U.S. stocks were little changed on Monday, following the biggest weekly rally since January 2013, as energy producers declined after oil dipped below $80 a barrel while telephone and consumer shares rose.
Halliburton Co. and Nabors Industries Ltd. fell more than 6 percent to lead losses in energy companies. Merck & Co. slid 2 percent after cutting the top end of its sales forecast. Sarepta Therapeutics plunged 32 percent after saying regulators require more data on a new drug proposal. Micron Technology rallied 4 percent after announcing a share buyback program.
The Standard & Poor’s 500 Index slipped less than 0.2 percent to 1,961.63. Equities pared losses earlier as the European Central Bank said it settled 1.704 billion euros ($2.2 billion) of covered-bond purchases last week as it started its latest effort to revive the region’s economy. The Dow Jones industrial average rose 12.53 points at 16,817.94. The Russell 2000 Index fell 0.1 percent.
“Oil is the major thing on people’s minds right now,” said Skip Aylesworth, a portfolio manager at Hennessy Funds in Boston, where he helps oversee about $5 billion. “What we’re seeing is a major shift in oil pricing where prices have dropped and you have producers being impacted the most. Europe’s in trouble and Asia’s slowing down, there’s less demand and the question is will lower prices all of a sudden make oil not profitable to drill for and will this new kind of drilling for new sources slow down.”
The S&P 500 surged 4.1 percent last week for its best performance since January 2013, halting a four-week slide.
Fed policy makers are meeting today and Wednesday, when they are expected to end monthly asset purchases as the U.S. economy shows further signs of recovery. Minutes from the last meeting, when policy makers pledged to keep U.S. borrowing costs low for a considerable time, showed officials expressed concern that the economy may be at risk from a global slowdown.
Energy producers in the S&P 500 sank 2 percent as a group and were the biggest drag on the index among the 10 main industries. Accelerating output from producers outside North America including Brazil and Azerbaijan will result in an oversupply in 2015, Goldman Sachs Group Inc. said.
West Texas Intermediate oil for December delivery was down 0.4 percent at $80.67 a barrel in electronic trading at 4:37 p.m. in New York, after earlier dropping as much as 1.9 percent to $79.44.
“The single largest driver of lower earnings is the collapse in oil prices,” Goldman Sachs said in a report led by chief equity strategist David Kostin and dated Oct. 24. “Analysts and investors seem to be focusing exclusively on the negative effects of lower oil prices while neglecting the beneficiaries.”

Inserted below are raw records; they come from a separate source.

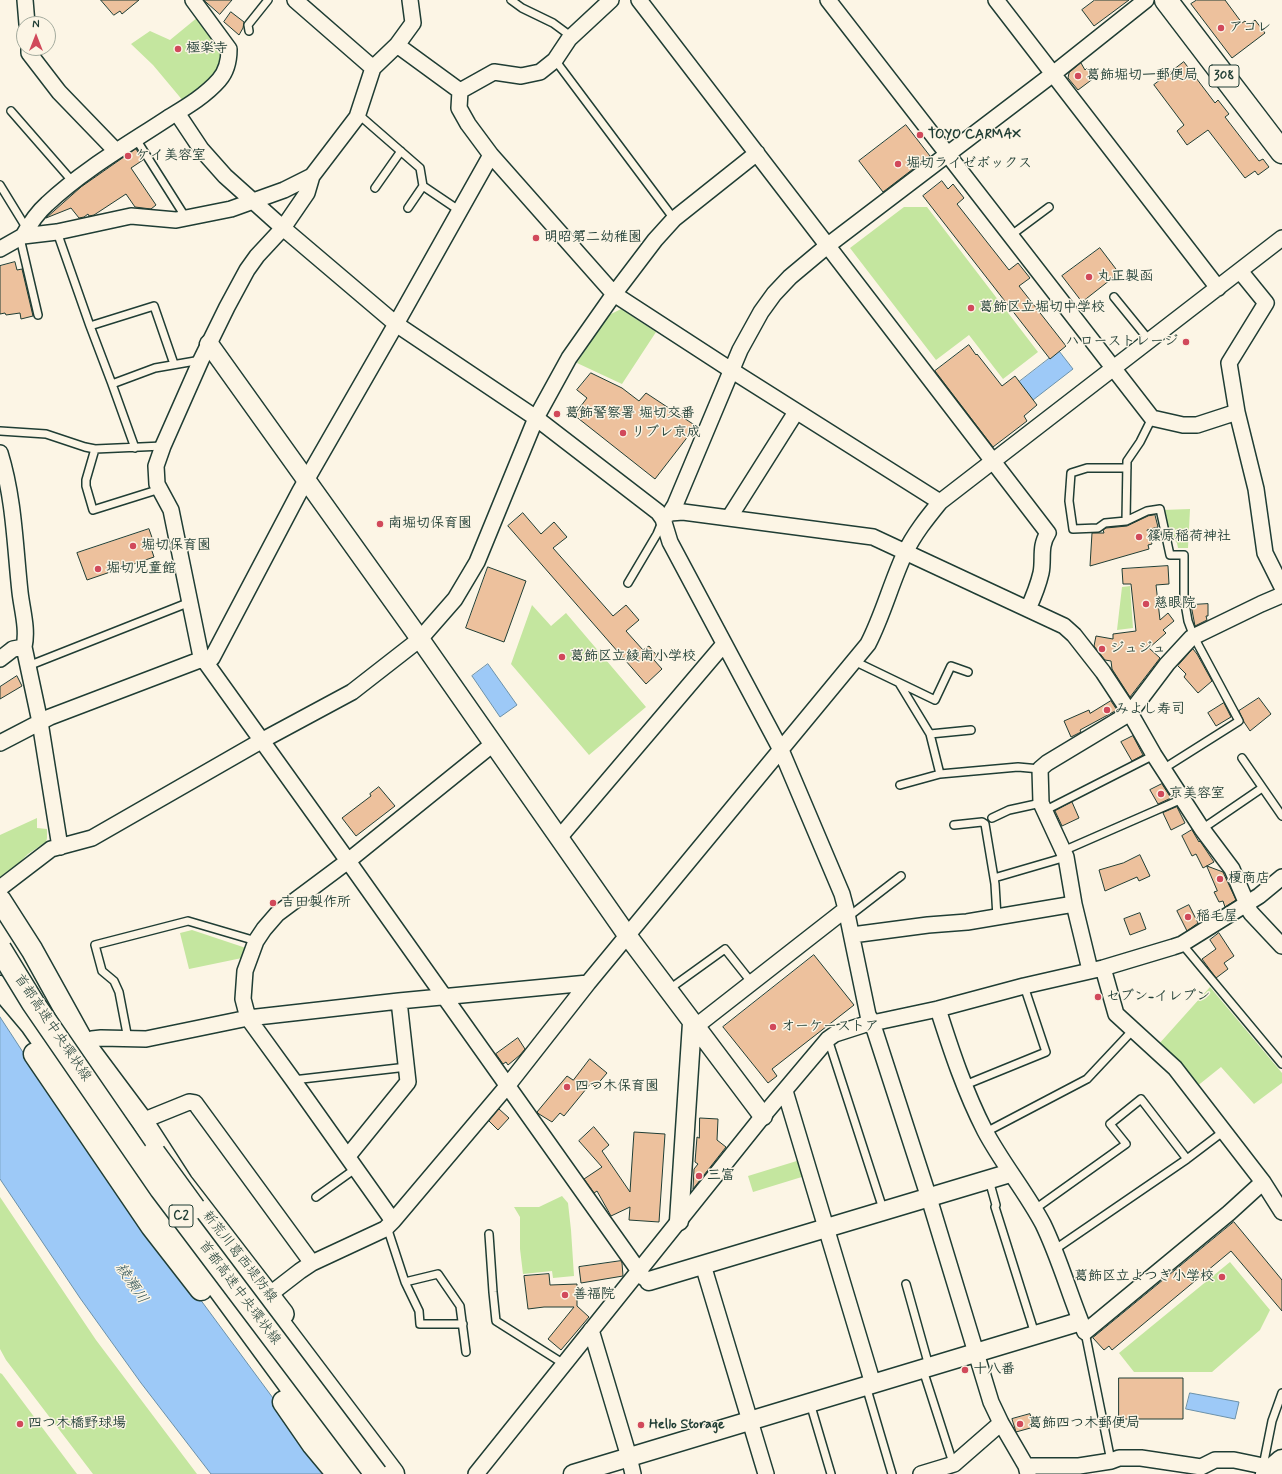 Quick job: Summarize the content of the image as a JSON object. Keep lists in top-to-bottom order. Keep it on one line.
{"streets":{"main road":["308","首都高速中央環状線","C2","新荒川葛西堤防線"]},"crossings":[["首都高速中央環状線","新荒川葛西堤防線"]],"water":["綾瀬川"],"places":["アコレ","極楽寺","葛飾堀切一郵便局","TOYO CARMAX","ケイ美容室","堀切ライゼボックス","明昭第二幼稚園","丸正製函","葛飾区立堀切中学校","ハローストレージ","葛飾警察署 堀切交番","リブレ京成","南堀切保育園","篠原稲荷神社","堀切保育園","堀切児童館","慈眼院","ジュジュ","葛飾区立綾南小学校","みよし寿司","京美容室","榎商店","吉田製作所","稲毛屋","セブン-イレブン","オーケーストア","四つ木保育園","三富","葛飾区立よつぎ小学校","善福院","十八番","四つ木橋野球場","葛飾四つ木郵便局","Hello Storage"],"north":"top"} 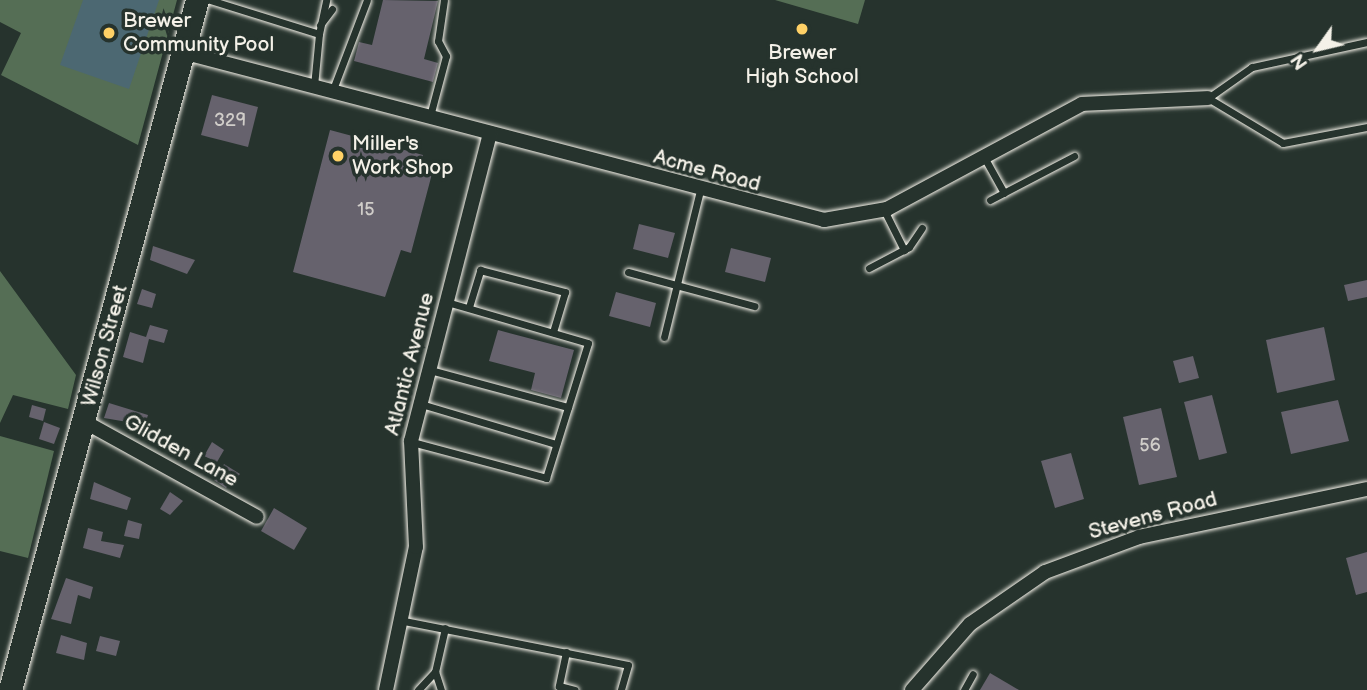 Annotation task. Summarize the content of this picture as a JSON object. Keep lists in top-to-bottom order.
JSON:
{
  "streets": {
    "main road": ["Wilson Street"],
    "street": [
      "Acme Road",
      "Atlantic Avenue",
      "Glidden Lane",
      "Stevens Road"
    ]
  },
  "crossings": [
    ["Acme Road", "Wilson Street"],
    ["Acme Road", "Atlantic Avenue"],
    ["Wilson Street", "Glidden Lane"]
  ],
  "places": ["Brewer High School", "Brewer Community Pool", "Miller's Work Shop"],
  "house_numbers": ["329", "15", "56"],
  "north": "bottom left"
}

Halliburton lost 6.1 percent as 40 of 43 energy companies in the S&P 500 retreated. Newfield Exploration, which explores for oil in the Rocky Mountains, fell 4.6 percent. Nabors, a drilling contractor, slid 6.7 percent.
Of the S&P 500 companies that have reported earnings so far, 80 percent have beaten earnings estimates and 60 percent surpassed revenue projections, according to data compiled by Bloomberg. Profit for the index’s members rose 6.3 percent in the third quarter and sales increased 4.1 percent, analysts predicted.
Merck slid 2 percent to $56.45. The second-biggest U.S. drugmaker said net income in the third quarter fell to $895 million, or 31 cents a share, from $1.12 billion, or 38 cents, a year earlier. The company’s drug sales fell 4 percent to $9.13 billion.
Sarepta Therapeutics declined 32 percent to $15.91. Food and Drug Administration officials requested additional data for the company’s proposal of Duchenne muscular dystrophy drug Eteplirsen.